- _SUPPLIED RECORDS_:
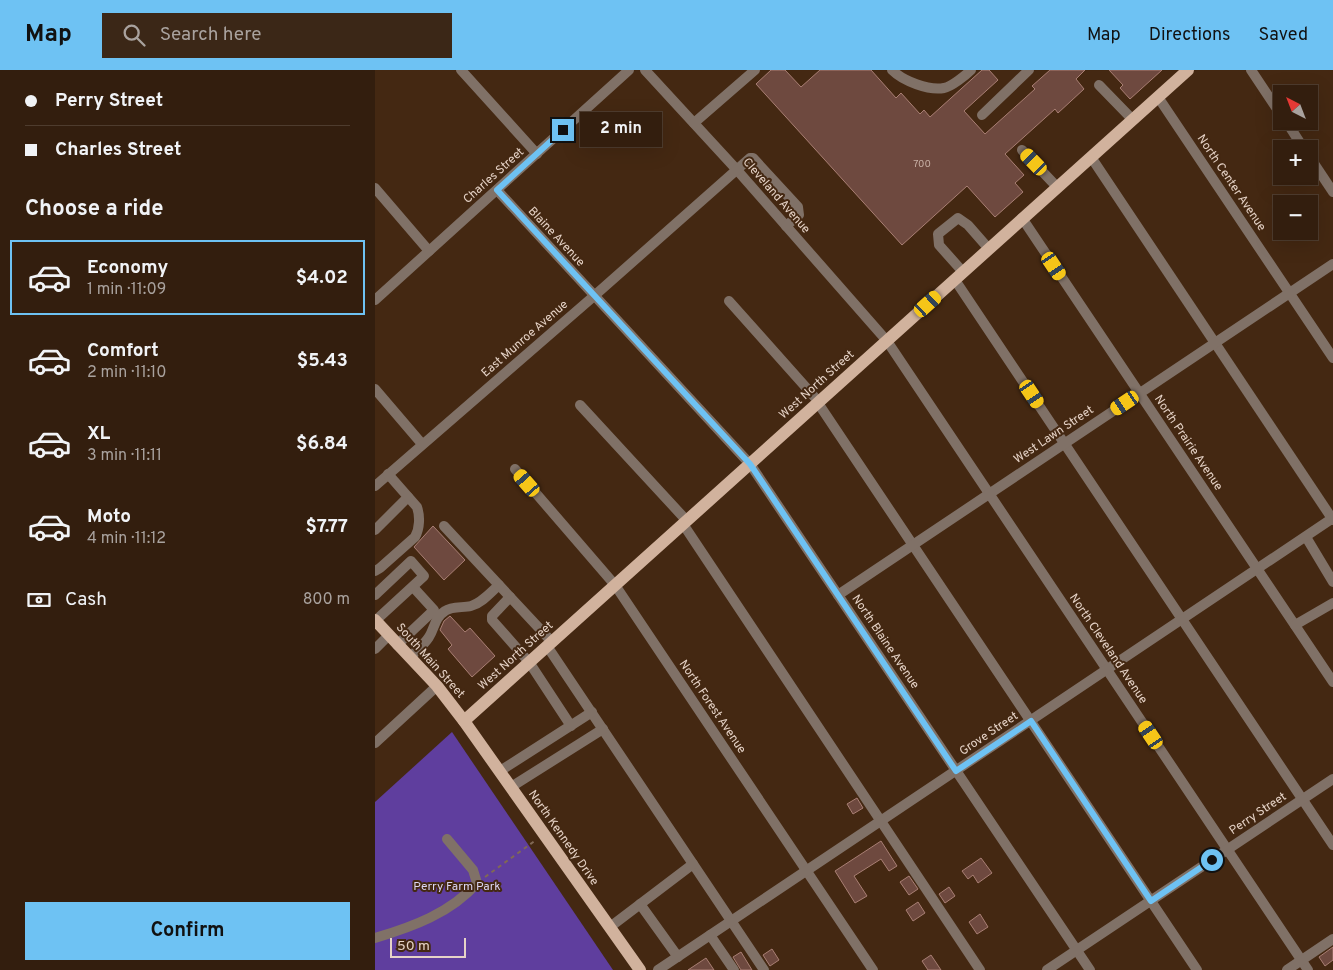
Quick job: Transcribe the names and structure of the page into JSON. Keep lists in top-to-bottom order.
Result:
{
  "streets": {
    "main road": ["West North Street", "South Main Street", "North Kennedy Drive"],
    "street": [
      "Charles Street",
      "North Center Avenue",
      "Cleveland Avenue",
      "Blaine Avenue",
      "East Munroe Avenue",
      "West Lawn Street",
      "North Prairie Avenue",
      "North Blaine Avenue",
      "North Cleveland Avenue",
      "North Forest Avenue",
      "Grove Street",
      "Perry Street"
    ]
  },
  "crossings": [
    ["Charles Street", "Blaine Avenue"],
    ["North Center Avenue", "West North Street"],
    ["North Center Avenue", "West Lawn Street"],
    ["Cleveland Avenue", "East Munroe Avenue"],
    ["Cleveland Avenue", "West North Street"],
    ["Cleveland Avenue", "North Cleveland Avenue"],
    ["Blaine Avenue", "East Munroe Avenue"],
    ["Blaine Avenue", "North Blaine Avenue"],
    ["West North Street", "North Prairie Avenue"],
    ["West North Street", "North Blaine Avenue"],
    ["West North Street", "North Cleveland Avenue"],
    ["West North Street", "South Main Street"],
    ["West North Street", "North Forest Avenue"],
    ["West North Street", "North Kennedy Drive"],
    ["West Lawn Street", "North Prairie Avenue"],
    ["West Lawn Street", "North Blaine Avenue"],
    ["West Lawn Street", "North Cleveland Avenue"],
    ["North Prairie Avenue", "Grove Street"],
    ["North Blaine Avenue", "Grove Street"],
    ["North Blaine Avenue", "Perry Street"],
    ["North Cleveland Avenue", "Grove Street"],
    ["North Cleveland Avenue", "Perry Street"],
    ["South Main Street", "North Kennedy Drive"],
    ["North Forest Avenue", "Grove Street"]
  ],
  "parks": ["Perry Farm Park"],
  "house_numbers": ["700"],
  "scale_bar": "50 m",
  "north": "top left",
  "page": {
    "header": "Map",
    "search": "Search here",
    "nav": ["Map", "Directions", "Saved"],
    "banner": ["Perry Street", "Charles Street"],
    "map_buttons": ["+", "−"],
    "bubble": "2 min",
    "heading": "Choose a ride",
    "list": [
      {
        "name": "Economy",
        "note": "1 min · 11:09",
        "value": "$4.02"
      },
      {
        "name": "Comfort",
        "note": "2 min · 11:10",
        "value": "$5.43"
      },
      {
        "name": "XL",
        "note": "3 min · 11:11",
        "value": "$6.84"
      },
      {
        "name": "Moto",
        "note": "4 min · 11:12",
        "value": "$7.77"
      }
    ],
    "pay": ["Cash", "800 m"],
    "buttons": "Confirm",
    "scale": "50 m"
  }
}
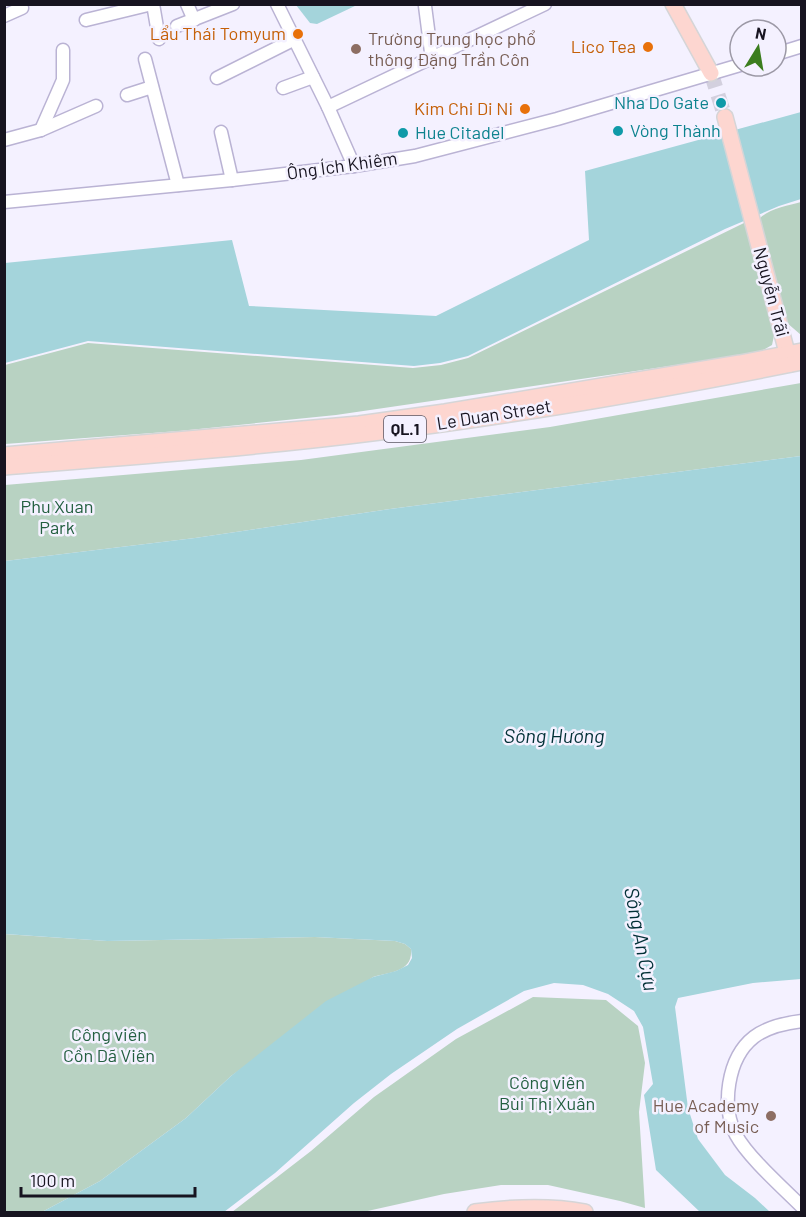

- _YOUR TASK_: Each line above is to be copied exactly, and the pictures are to be dropped.

- _RESULT OF THE TASK_:
Quick job: Transcribe the names and structure of the page into JSON. Keep lists in top-to-bottom order.
Result:
{
  "streets": {
    "main road": ["West North Street", "South Main Street", "North Kennedy Drive"],
    "street": [
      "Charles Street",
      "North Center Avenue",
      "Cleveland Avenue",
      "Blaine Avenue",
      "East Munroe Avenue",
      "West Lawn Street",
      "North Prairie Avenue",
      "North Blaine Avenue",
      "North Cleveland Avenue",
      "North Forest Avenue",
      "Grove Street",
      "Perry Street"
    ]
  },
  "crossings": [
    ["Charles Street", "Blaine Avenue"],
    ["North Center Avenue", "West North Street"],
    ["North Center Avenue", "West Lawn Street"],
    ["Cleveland Avenue", "East Munroe Avenue"],
    ["Cleveland Avenue", "West North Street"],
    ["Cleveland Avenue", "North Cleveland Avenue"],
    ["Blaine Avenue", "East Munroe Avenue"],
    ["Blaine Avenue", "North Blaine Avenue"],
    ["West North Street", "North Prairie Avenue"],
    ["West North Street", "North Blaine Avenue"],
    ["West North Street", "North Cleveland Avenue"],
    ["West North Street", "South Main Street"],
    ["West North Street", "North Forest Avenue"],
    ["West North Street", "North Kennedy Drive"],
    ["West Lawn Street", "North Prairie Avenue"],
    ["West Lawn Street", "North Blaine Avenue"],
    ["West Lawn Street", "North Cleveland Avenue"],
    ["North Prairie Avenue", "Grove Street"],
    ["North Blaine Avenue", "Grove Street"],
    ["North Blaine Avenue", "Perry Street"],
    ["North Cleveland Avenue", "Grove Street"],
    ["North Cleveland Avenue", "Perry Street"],
    ["South Main Street", "North Kennedy Drive"],
    ["North Forest Avenue", "Grove Street"]
  ],
  "parks": ["Perry Farm Park"],
  "house_numbers": ["700"],
  "scale_bar": "50 m",
  "north": "top left",
  "page": {
    "header": "Map",
    "search": "Search here",
    "nav": ["Map", "Directions", "Saved"],
    "banner": ["Perry Street", "Charles Street"],
    "map_buttons": ["+", "−"],
    "bubble": "2 min",
    "heading": "Choose a ride",
    "list": [
      {
        "name": "Economy",
        "note": "1 min · 11:09",
        "value": "$4.02"
      },
      {
        "name": "Comfort",
        "note": "2 min · 11:10",
        "value": "$5.43"
      },
      {
        "name": "XL",
        "note": "3 min · 11:11",
        "value": "$6.84"
      },
      {
        "name": "Moto",
        "note": "4 min · 11:12",
        "value": "$7.77"
      }
    ],
    "pay": ["Cash", "800 m"],
    "buttons": "Confirm",
    "scale": "50 m"
  }
}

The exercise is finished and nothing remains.